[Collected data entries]
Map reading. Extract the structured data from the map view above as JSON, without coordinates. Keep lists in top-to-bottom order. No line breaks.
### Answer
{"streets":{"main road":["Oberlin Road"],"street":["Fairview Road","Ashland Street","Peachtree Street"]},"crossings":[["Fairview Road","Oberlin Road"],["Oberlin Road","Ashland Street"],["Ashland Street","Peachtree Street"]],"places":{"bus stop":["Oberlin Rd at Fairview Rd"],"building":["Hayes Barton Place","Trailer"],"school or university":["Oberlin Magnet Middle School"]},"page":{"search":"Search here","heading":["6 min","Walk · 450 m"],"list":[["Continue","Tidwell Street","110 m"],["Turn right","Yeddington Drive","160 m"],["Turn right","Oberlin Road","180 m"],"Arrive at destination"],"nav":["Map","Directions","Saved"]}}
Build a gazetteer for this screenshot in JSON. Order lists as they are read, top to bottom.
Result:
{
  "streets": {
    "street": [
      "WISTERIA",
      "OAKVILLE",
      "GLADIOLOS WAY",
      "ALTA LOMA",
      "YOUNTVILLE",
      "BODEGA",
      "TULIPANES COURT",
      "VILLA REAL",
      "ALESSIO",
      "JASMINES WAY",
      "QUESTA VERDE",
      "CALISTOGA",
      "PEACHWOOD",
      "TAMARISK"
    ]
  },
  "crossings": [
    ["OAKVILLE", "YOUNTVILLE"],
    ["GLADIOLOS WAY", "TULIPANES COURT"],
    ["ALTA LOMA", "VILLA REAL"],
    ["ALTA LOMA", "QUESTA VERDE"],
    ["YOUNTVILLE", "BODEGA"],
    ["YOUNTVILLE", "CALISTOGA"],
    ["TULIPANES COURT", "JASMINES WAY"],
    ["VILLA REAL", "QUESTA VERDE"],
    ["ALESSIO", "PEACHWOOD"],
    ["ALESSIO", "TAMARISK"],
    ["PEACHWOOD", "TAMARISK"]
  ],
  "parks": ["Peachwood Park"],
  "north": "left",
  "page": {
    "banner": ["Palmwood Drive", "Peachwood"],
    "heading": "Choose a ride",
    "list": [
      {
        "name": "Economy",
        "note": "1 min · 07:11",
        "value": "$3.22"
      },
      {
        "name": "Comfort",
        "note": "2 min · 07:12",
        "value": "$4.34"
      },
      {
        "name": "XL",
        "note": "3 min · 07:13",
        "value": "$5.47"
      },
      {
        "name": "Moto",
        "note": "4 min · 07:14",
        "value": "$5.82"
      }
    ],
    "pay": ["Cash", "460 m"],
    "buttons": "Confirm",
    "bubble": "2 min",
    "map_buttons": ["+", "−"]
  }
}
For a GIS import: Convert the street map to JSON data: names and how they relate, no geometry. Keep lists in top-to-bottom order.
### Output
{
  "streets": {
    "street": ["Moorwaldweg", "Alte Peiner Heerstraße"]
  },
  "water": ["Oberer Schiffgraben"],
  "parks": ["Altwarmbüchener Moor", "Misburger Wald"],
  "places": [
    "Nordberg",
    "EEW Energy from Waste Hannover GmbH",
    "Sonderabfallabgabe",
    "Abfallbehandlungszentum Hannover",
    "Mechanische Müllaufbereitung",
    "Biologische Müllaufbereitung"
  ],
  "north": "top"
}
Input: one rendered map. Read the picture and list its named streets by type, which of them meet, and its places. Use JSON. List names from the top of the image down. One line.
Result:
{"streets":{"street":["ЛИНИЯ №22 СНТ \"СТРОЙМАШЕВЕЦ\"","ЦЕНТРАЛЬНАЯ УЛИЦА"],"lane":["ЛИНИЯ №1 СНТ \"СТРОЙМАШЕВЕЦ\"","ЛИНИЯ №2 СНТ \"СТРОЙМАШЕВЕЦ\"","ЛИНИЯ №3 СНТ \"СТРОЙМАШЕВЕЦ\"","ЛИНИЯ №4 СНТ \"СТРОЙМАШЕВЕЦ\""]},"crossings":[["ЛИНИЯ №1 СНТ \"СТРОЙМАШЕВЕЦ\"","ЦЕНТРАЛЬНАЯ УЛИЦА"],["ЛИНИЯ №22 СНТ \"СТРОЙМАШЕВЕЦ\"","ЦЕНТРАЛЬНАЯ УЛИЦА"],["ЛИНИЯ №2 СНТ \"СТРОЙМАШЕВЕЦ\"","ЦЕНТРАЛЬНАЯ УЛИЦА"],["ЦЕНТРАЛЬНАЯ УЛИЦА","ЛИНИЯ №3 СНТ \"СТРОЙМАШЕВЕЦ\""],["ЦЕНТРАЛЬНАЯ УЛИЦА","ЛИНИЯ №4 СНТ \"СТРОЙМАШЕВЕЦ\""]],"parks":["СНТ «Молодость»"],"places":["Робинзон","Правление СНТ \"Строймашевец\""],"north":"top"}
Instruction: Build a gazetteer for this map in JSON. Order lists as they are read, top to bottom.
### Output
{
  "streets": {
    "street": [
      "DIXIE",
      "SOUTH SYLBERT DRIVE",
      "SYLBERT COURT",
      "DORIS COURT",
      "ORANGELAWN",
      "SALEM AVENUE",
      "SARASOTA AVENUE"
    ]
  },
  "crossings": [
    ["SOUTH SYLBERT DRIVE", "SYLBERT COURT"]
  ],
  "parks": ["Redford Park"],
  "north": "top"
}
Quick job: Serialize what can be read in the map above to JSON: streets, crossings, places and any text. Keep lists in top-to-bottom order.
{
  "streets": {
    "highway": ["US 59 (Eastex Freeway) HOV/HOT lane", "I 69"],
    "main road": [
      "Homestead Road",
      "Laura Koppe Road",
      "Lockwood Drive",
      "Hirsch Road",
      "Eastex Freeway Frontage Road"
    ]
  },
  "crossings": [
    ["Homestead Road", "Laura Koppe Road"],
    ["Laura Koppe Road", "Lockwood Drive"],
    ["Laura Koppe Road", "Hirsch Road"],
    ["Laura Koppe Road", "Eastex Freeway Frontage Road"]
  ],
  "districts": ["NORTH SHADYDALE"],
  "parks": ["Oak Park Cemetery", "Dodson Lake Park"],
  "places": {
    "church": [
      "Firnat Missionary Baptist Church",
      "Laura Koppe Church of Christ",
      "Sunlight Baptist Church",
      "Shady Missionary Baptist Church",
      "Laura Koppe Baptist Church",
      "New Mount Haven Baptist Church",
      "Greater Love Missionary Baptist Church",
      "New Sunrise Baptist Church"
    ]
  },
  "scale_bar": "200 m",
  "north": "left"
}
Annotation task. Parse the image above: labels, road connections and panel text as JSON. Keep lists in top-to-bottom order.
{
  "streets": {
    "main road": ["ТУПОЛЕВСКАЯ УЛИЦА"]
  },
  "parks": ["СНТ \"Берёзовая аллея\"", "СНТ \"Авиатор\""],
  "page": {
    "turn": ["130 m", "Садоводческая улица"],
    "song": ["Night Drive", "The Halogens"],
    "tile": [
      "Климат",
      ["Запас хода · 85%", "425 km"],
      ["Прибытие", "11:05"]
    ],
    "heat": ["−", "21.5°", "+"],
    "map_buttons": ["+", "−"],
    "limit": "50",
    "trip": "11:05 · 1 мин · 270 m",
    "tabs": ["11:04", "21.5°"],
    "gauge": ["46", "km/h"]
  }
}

What the task requires —
Begin at the line that has "Build a gazetteer for this screenshot" in the entries above; stop after the line that has "For a GIS import: Convert". Transcribe exactly those lines and no others.

Answer for the task —
Build a gazetteer for this screenshot in JSON. Order lists as they are read, top to bottom.
Result:
{
  "streets": {
    "street": [
      "WISTERIA",
      "OAKVILLE",
      "GLADIOLOS WAY",
      "ALTA LOMA",
      "YOUNTVILLE",
      "BODEGA",
      "TULIPANES COURT",
      "VILLA REAL",
      "ALESSIO",
      "JASMINES WAY",
      "QUESTA VERDE",
      "CALISTOGA",
      "PEACHWOOD",
      "TAMARISK"
    ]
  },
  "crossings": [
    ["OAKVILLE", "YOUNTVILLE"],
    ["GLADIOLOS WAY", "TULIPANES COURT"],
    ["ALTA LOMA", "VILLA REAL"],
    ["ALTA LOMA", "QUESTA VERDE"],
    ["YOUNTVILLE", "BODEGA"],
    ["YOUNTVILLE", "CALISTOGA"],
    ["TULIPANES COURT", "JASMINES WAY"],
    ["VILLA REAL", "QUESTA VERDE"],
    ["ALESSIO", "PEACHWOOD"],
    ["ALESSIO", "TAMARISK"],
    ["PEACHWOOD", "TAMARISK"]
  ],
  "parks": ["Peachwood Park"],
  "north": "left",
  "page": {
    "banner": ["Palmwood Drive", "Peachwood"],
    "heading": "Choose a ride",
    "list": [
      {
        "name": "Economy",
        "note": "1 min · 07:11",
        "value": "$3.22"
      },
      {
        "name": "Comfort",
        "note": "2 min · 07:12",
        "value": "$4.34"
      },
      {
        "name": "XL",
        "note": "3 min · 07:13",
        "value": "$5.47"
      },
      {
        "name": "Moto",
        "note": "4 min · 07:14",
        "value": "$5.82"
      }
    ],
    "pay": ["Cash", "460 m"],
    "buttons": "Confirm",
    "bubble": "2 min",
    "map_buttons": ["+", "−"]
  }
}
For a GIS import: Convert the street map to JSON data: names and how they relate, no geometry. Keep lists in top-to-bottom order.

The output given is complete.